There’s this exhilarating moment when you arrive at the albergue after the day’s walk, and you drop your things. This is where you know you’re going to spend the rest of your day and your evening, yet there’s a good chance you’re so tired that you’ll sleep through most of one or the other.
Suddenly you’re faced with a most pressing dilemma: do you take a shower or first lie down for a short while? That short while can become a long one if you aren’t careful. Once you’ve convinced yourself you’ll feel so much better if you clean up right away, then you remember, ‘Oh, wait! I need to clean my clothes, as well.‘
In a weird state of singular focus where simple tasks take most, if not all, of what’s left of your depleted energy. Sometimes the decision is made for you in the event that there’s not a shower available when you arrive. If you’ve arrived at the same time as a lot of other pilgrims, getting into the shower first can be an issue.
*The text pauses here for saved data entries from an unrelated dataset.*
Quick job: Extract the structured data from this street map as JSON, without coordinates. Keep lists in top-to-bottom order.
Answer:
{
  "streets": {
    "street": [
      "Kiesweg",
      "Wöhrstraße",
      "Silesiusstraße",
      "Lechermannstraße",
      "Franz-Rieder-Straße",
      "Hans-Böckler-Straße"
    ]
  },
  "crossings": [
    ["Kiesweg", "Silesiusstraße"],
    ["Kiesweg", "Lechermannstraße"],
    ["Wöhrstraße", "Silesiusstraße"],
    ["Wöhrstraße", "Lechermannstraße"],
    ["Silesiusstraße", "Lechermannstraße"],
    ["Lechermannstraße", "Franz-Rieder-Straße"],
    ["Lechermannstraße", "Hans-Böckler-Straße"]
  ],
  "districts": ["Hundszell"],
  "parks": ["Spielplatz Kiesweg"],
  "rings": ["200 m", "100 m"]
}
Remember, in that state of ‘I just want to refresh myself and lie down‘, every moment seems to count. However, now that I say that, there’s an eerie sense of acceptance that tends to overcome you when you’re that tired.
‘There’s no shower? Ok, then I’ll just go hand wash my clothes…wait, you say now there’s no one in the showers anymore? Wonderful. Then I’ll go there now.‘
It was just these sorts of simple decisions I was making when I dropped my pack on my bunk in a room full of twenty or so other pilgrims. As I started pulling my things out, I realised, ‘Wait, where’s my sleeping bag?‘
No wonder I’d inexplicably had more space in my pack that morning. In a split second I replayed my early morning, remembered stuffing my bedding deep inside its cover, but I must’ve left it sitting next to my bed back in last night’s albergue. Damn!
What was I going to do?
Luckily, the place I’d just arrived had sheets on their beds, which can be quite a luxury under the best of circumstances when you’ve been in your sleeping bag night after night for weeks on end. In this case, having sheets was fortuitous beyond description.
This reminds me of something you hear again from pilgrims:
‘The Camino provides…’ in that moment of hopelessness, where you simply don’t know what to do next…in exactly that seemingly hopeless situation, something or somebody magically shows up with an answer.
Or you do without that thing that even a few moments ago seemed essential. In this case, I didn’t even need to go without. I was going to be sleeping in regal comfort on these sheets — real sheets with a pillow and everything.
Called the woman at the previous night’s albergue and she assured me she’d not only seen my sleeping bag, but she’d decided she would go ahead and wash it. This she a) didn’t have to do – that was undeniably kind, but b) a very clean sleeping bag 30+ km behind me wasn’t going to do me much good.
Thankfully, there’s a cottage industry of services along the Camino to carry one’s bags when a pilgrim has been injured. Or even to carry pilgrims to hospitals or the nearest town if the injury is serious enough that it needs medical attention.
She asked me where I’d be the next night and assured me she could send it along via one of these services, but all I needed to do was call the number she gave me and arrange it with them.
Ok, got it.
Called the number and what he said was such a tremendous relief. Yes, he could take my bedding from last night’s to tomorrow’s place, but it’d set me back a cool €10. That’s roughly how much you pay per night to stay in one of the albergues, so one might think that’s pretty steep, but trust me…as a pilgrim, you need a sleeping bag.
It was sheer good fortune that I had sheets at this place. There was no telling how things would be at the next place, but I didn’t want to risk it.
How would I get the money to him, though? I’m not actually *at* the next place, where he’ll be dropping it off. Here’s where the story gets good, from my perspective:
This courier would be coming through this place where I was staying tonight, but he wouldn’t be here till sometime mid morning. That’s exactly when I’d be out walking, so? What to do? How would we make this work?
Simple, he assured me. I should give the woman where I was staying that night the money. She put it in an envelope for him, which he’d pick up as he swung by in the course of his day.
And I’d keep walking, which was the whole point to begin with. Don’t. Stop. Walking. No matter what.